● Task brief: Reproduce exactly the lines below, from the first one through the line containing "0 #7886bc) drop-shadow(-1px", and omit any pictures.

● Excerpted data:
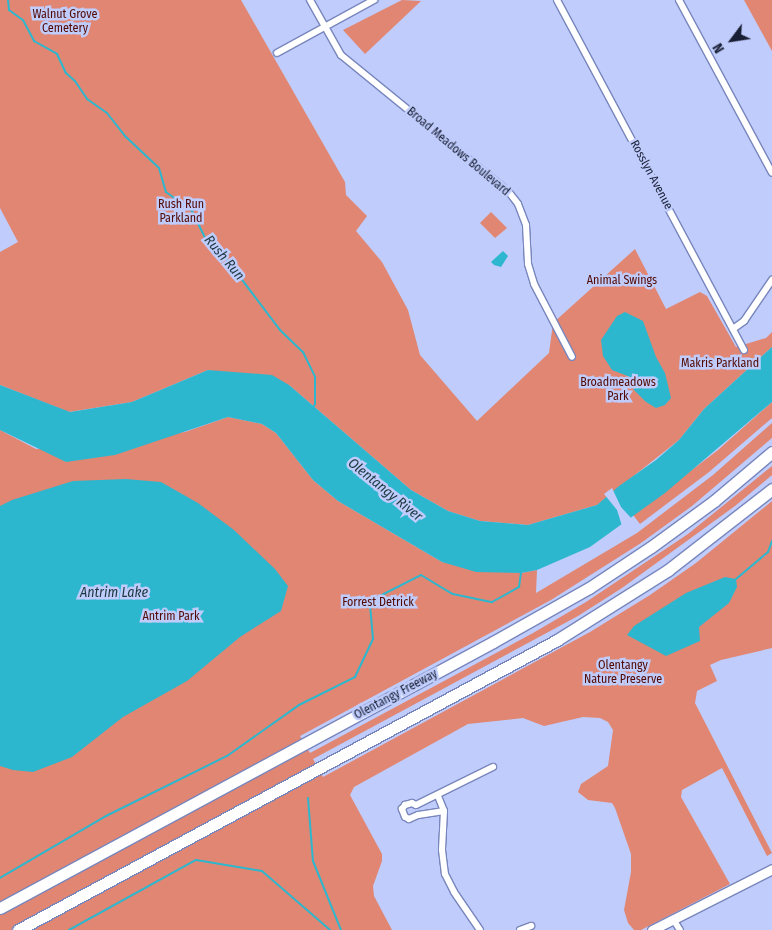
<!DOCTYPE html>
<style>
body{margin:0}
#map{position:relative;width:772px;height:930px;overflow:hidden;background:#bfccfc;font-family:"Fira Sans Condensed",sans-serif}
div>[style]{position:absolute}
.green>*{inset:0;background:#e18672}
.water>*{inset:0;background:#2cb7cf}
.pier>*{inset:0;background:#bfccfc}
.stream>*{height:2px;margin:-1px;padding:0 1px;transform-origin:1px;border-radius:1px;background:#2cb7cf}
.roads{filter:drop-shadow(1px 0 #7886bc) drop-shadow(-1px 0 #7886bc) drop-shadow(0 1px #7886bc) drop-shadow(0 -1px #7886bc)}
.street>*{height:6px;margin:-3px;padding:0 3px;transform-origin:3px;border-radius:3px;background:#fff}
.secondary>*{height:9px;margin:-4.5px;padding:0 4.5px;transform-origin:4.5px;border-radius:4.5px;background:#fff}
.highway>*{height:11px;margin:-5.5px;padding:0 5.5px;transform-origin:5.5px;border-radius:5.5px;background:#fff}
span{translate:-50% -50%;white-space:nowrap;text-align:center;line-height:1.15;-webkit-text-stroke:5px #bfccfc;paint-order:stroke}
.park-label{font-size:12px;color:#520900}
.street-label{font-size:12px;color:#181e33}
.water-label{font-size:14px;color:#1c383e;font-style:italic}
.north{position:absolute;left:707px;top:15px;width:50px;height:50px;-webkit-text-stroke:4px #bfccfc;paint-order:stroke;rotate:239deg;font-size:14px;font-weight:700;line-height:20px;text-align:center;color:#181e33}
.north::after{content:'';display:block;margin:auto;width:18px;height:22px;background:#181e33;clip-path:polygon(50% 0,100% 100%,50% 72%,0 100%)}
</style>
<div id="map">
<div class="green">
<div style="clip-path:polygon(0 0,241px 0,345px 182px,346px 195px,367px 216px,356px 231px,382px 262px,408px 310px,420px 355px,477px 421px,549px 353px,553px 323px,635px 249px,666px 309px,700px 292px,707px 296px,736px 347px,766px 338px,772px 332px,772px 347px,704px 409px,679px 440px,597px 505px,528px 525px,480px 521px,448px 511px,411px 490px,289px 385px,208px 370px,132px 402px,69px 412px,0 385px,0 252px,18px 242px,0 208px)"></div>
<div style="clip-path:polygon(402px 0,421px 1px,365px 54px,343px 30px)"></div>
<div style="clip-path:polygon(744px 0,772px 0,772px 51px)"></div>
<div style="clip-path:polygon(491px 212px,507px 228px,495px 238px,480px 223px)"></div>
<div style="clip-path:polygon(772px 402px,772px 418px,709px 472px,640px 524px,633px 515px,718px 450px)"></div>
<div style="clip-path:polygon(228px 417px,262px 424px,276px 433px,313px 480px,338px 501px,442px 562px,521px 573px,537px 570px,536px 593px,637px 533px,713px 475px,772px 423px,772px 438px,692px 506px,641px 543px,551px 600px,300px 736px,310px 753px,533px 633px,586px 602px,688px 534px,772px 466px,772px 475px,735px 506px,622px 588px,578px 616px,313px 759px,323px 777px,590px 632px,650px 595px,696px 563px,772px 501px,772px 648px,721px 660px,710px 665px,717px 681px,697px 691px,695px 703px,772px 853px,767px 856px,722px 768px,682px 790px,681px 797px,730px 884px,641px 930px,634px 930px,628px 923px,624px 910px,631px 872px,631px 854px,615px 808px,612px 803px,588px 800px,578px 792px,581px 784px,608px 766px,613px 730px,608px 722px,600px 718px,583px 717px,544px 726px,523px 718px,468px 724px,354px 787px,350px 795px,382px 854px,382px 861px,373px 886px,374px 896px,392px 930px,0 930px,0 430px,36px 449px,185px 432px)"></div>
</div>
<div class="water">
<div style="clip-path:polygon(503px 251px,508px 256px,501px 267px,494px 265px,491px 262px)"></div>
<div style="clip-path:polygon(625px 312px,643px 321px,656px 357px,665px 373px,671px 398px,665px 405px,656px 408px,646px 402px,634px 390px,630px 377px,612px 370px,603px 356px,601px 340px,617px 316px)"></div>
<div style="clip-path:polygon(772px 347px,772px 402px,665px 493px,590px 547px,537px 570px,521px 573px,476px 572px,442px 562px,338px 501px,313px 480px,276px 433px,262px 424px,228px 417px,115px 455px,66px 462px,0 430px,0 385px,70px 412px,132px 402px,208px 370px,272px 375px,289px 385px,411px 490px,448px 511px,480px 521px,528px 525px,597px 505px,619px 486px,656px 460px,679px 440px,704px 409px)"></div>
<div style="clip-path:polygon(126px 479px,161px 482px,198px 503px,234px 530px,275px 569px,288px 586px,281px 611px,240px 637px,187px 681px,123px 717px,72px 757px,33px 772px,13px 770px,0 766px,0 506px,12px 500px,73px 481px)"></div>
<div style="clip-path:polygon(725px 577px,736px 579px,737px 587px,729px 603px,699px 627px,700px 641px,666px 656px,627px 635px,634px 626px,686px 593px)"></div>
</div>
<div class="pier">
<div style="clip-path:polygon(612px 488px,621px 507px,632px 519px,622px 526px,617px 510px,604px 494px)"></div>
</div>
<div class="stream">
<div style="left:8px;top:0;width:10px;rotate:84deg"></div>
<div style="left:9px;top:10px;width:17px;rotate:36deg"></div>
<div style="left:23px;top:20px;width:24px;rotate:62deg"></div>
<div style="left:34px;top:41px;width:26px;rotate:29deg"></div>
<div style="left:57px;top:54px;width:21px;rotate:65deg"></div>
<div style="left:66px;top:73px;width:12px;rotate:42deg"></div>
<div style="left:75px;top:81px;width:22px;rotate:56deg"></div>
<div style="left:87px;top:99px;width:24px;rotate:35deg"></div>
<div style="left:107px;top:113px;width:31px;rotate:52deg"></div>
<div style="left:126px;top:137px;width:45px;rotate:43.2deg"></div>
<div style="left:159px;top:168px;width:25px;rotate:74deg"></div>
<div style="left:166px;top:192px;width:32px;rotate:36deg"></div>
<div style="left:192px;top:211px;width:30px;rotate:64deg"></div>
<div style="left:205px;top:238px;width:16px;rotate:38deg"></div>
<div style="left:218px;top:248px;width:103px;rotate:52.9deg"></div>
<div style="left:280px;top:330px;width:32px;rotate:44deg"></div>
<div style="left:303px;top:352px;width:28px;rotate:64deg"></div>
<div style="left:315px;top:377px;width:27px;rotate:90deg"></div>
<div style="left:315px;top:404px;width:6px;rotate:121deg"></div>
<div style="left:736px;top:579px;width:42px;rotate:-40.2deg"></div>
<div style="left:768px;top:552px;width:12px;rotate:-70deg"></div>
<div style="left:308px;top:798px;width:63px;rotate:85.5deg"></div>
<div style="left:313px;top:861px;width:74px;rotate:67.9deg"></div>
<div style="left:0;top:878px;width:123px;rotate:-30.3deg"></div>
<div style="left:106px;top:816px;width:135px;rotate:-26.4deg"></div>
<div style="left:227px;top:756px;width:88px;rotate:-35.3deg"></div>
<div style="left:299px;top:705px;width:63px;rotate:-26.6deg"></div>
<div style="left:355px;top:677px;width:42px;rotate:-64.7deg"></div>
<div style="left:373px;top:639px;width:38px;rotate:-95deg"></div>
<div style="left:370px;top:601px;width:57px;rotate:-27deg"></div>
<div style="left:421px;top:575px;width:37px;rotate:31deg"></div>
<div style="left:453px;top:594px;width:40px;rotate:12deg"></div>
<div style="left:492px;top:602px;width:31px;rotate:-29deg"></div>
<div style="left:519px;top:587px;width:14px;rotate:-82deg"></div>
<div style="left:69px;top:930px;width:145px;rotate:-28.9deg"></div>
<div style="left:196px;top:860px;width:67px;rotate:9.5deg"></div>
<div style="left:262px;top:871px;width:90px;rotate:40.9deg"></div>
</div>
<div class="roads">
<div class="street">
<div style="left:310px;top:0;width:63px;rotate:60.6deg"></div>
<div style="left:341px;top:55px;width:215px;rotate:39.2deg"></div>
<div style="left:508px;top:191px;width:16px;rotate:52deg"></div>
<div style="left:518px;top:204px;width:22px;rotate:69deg"></div>
<div style="left:526px;top:225px;width:39px;rotate:87deg"></div>
<div style="left:528px;top:264px;width:21px;rotate:73deg"></div>
<div style="left:534px;top:284px;width:82px;rotate:62.5deg"></div>
<div style="left:557px;top:0;width:397px;rotate:61.9deg"></div>
<div style="left:679px;top:0;width:196px;rotate:61.7deg"></div>
<div style="left:277px;top:53px;width:111px;rotate:-28.7deg"></div>
<div style="left:733px;top:329px;width:14px;rotate:-36deg"></div>
<div style="left:744px;top:321px;width:50px;rotate:-55.7deg"></div>
<div style="left:438px;top:796px;width:16px;rotate:68deg"></div>
<div style="left:444px;top:811px;width:39px;rotate:93deg"></div>
<div style="left:442px;top:850px;width:24px;rotate:83deg"></div>
<div style="left:445px;top:874px;width:20px;rotate:63deg"></div>
<div style="left:454px;top:892px;width:46px;rotate:55.6deg"></div>
<div style="left:444px;top:811px;width:26px;rotate:171deg"></div>
<div style="left:418px;top:815px;width:10px;rotate:156deg"></div>
<div style="left:409px;top:819px;width:4px;rotate:-153deg"></div>
<div style="left:405px;top:817px;width:9px;rotate:-111deg"></div>
<div style="left:402px;top:809px;width:5px;rotate:-53deg"></div>
<div style="left:405px;top:805px;width:7px;rotate:-16deg"></div>
<div style="left:412px;top:803px;width:4px;rotate:27deg"></div>
<div style="left:416px;top:805px;width:86px;rotate:-26.3deg"></div>
<div style="left:673px;top:919px;width:13px;rotate:58deg"></div>
<div style="left:520px;top:930px;width:12px;rotate:-20deg"></div>
</div>
<div class="secondary">
<div style="left:652px;top:930px;width:135px;rotate:-26.9deg"></div>
</div>
<div class="highway">
<div style="left:0;top:908px;width:560px;rotate:-28.35deg"></div>
<div style="left:493px;top:642px;width:110px;rotate:-29.4deg"></div>
<div style="left:589px;top:588px;width:74px;rotate:-33.5deg"></div>
<div style="left:651px;top:547px;width:78px;rotate:-36.1deg"></div>
<div style="left:714px;top:501px;width:76px;rotate:-40.2deg"></div>
<div style="left:18px;top:930px;width:612px;rotate:-28.28deg"></div>
<div style="left:557px;top:640px;width:131px;rotate:-32.2deg"></div>
<div style="left:668px;top:570px;width:132px;rotate:-37.9deg"></div>
</div>
</div>
<div class="park-label">
<span style="left:65px;top:22px">Walnut Grove<br>Cemetery</span>
<span style="left:181px;top:212px">Rush Run<br>Parkland</span>
<span style="left:622px;top:281px">Animal Swings</span>
<span style="left:720px;top:364px">Makris Parkland</span>
<span style="left:618px;top:390px">Broadmeadows<br>Park</span>
<span style="left:378px;top:603px">Forrest Detrick</span>
<span style="left:171px;top:617px">Antrim Park</span>
<span style="left:623px;top:673px">Olentangy<br>Nature Preserve</span>
</div>
<div class="street-label">
<span style="left:458px;top:152px;rotate:40deg">Broad Meadows Boulevard</span>
<span style="left:651px;top:175px;rotate:62deg">Rosslyn Avenue</span>
<span style="left:396px;top:695px;rotate:-28deg">Olentangy Freeway</span>
</div>
<div class="water-label">
<span style="left:224px;top:258px;rotate:50deg">Rush Run</span>
<span style="left:385px;top:490px;rotate:39deg">Olentangy River</span>
<span style="left:114px;top:593px">Antrim Lake</span>
</div>
<div class="north">N</div>
</div>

● Result of this exercise:
<!DOCTYPE html>
<style>
body{margin:0}
#map{position:relative;width:772px;height:930px;overflow:hidden;background:#bfccfc;font-family:"Fira Sans Condensed",sans-serif}
div>[style]{position:absolute}
.green>*{inset:0;background:#e18672}
.water>*{inset:0;background:#2cb7cf}
.pier>*{inset:0;background:#bfccfc}
.stream>*{height:2px;margin:-1px;padding:0 1px;transform-origin:1px;border-radius:1px;background:#2cb7cf}
.roads{filter:drop-shadow(1px 0 #7886bc) drop-shadow(-1px 0 #7886bc) drop-shadow(0 1px #7886bc) drop-shadow(0 -1px #7886bc)}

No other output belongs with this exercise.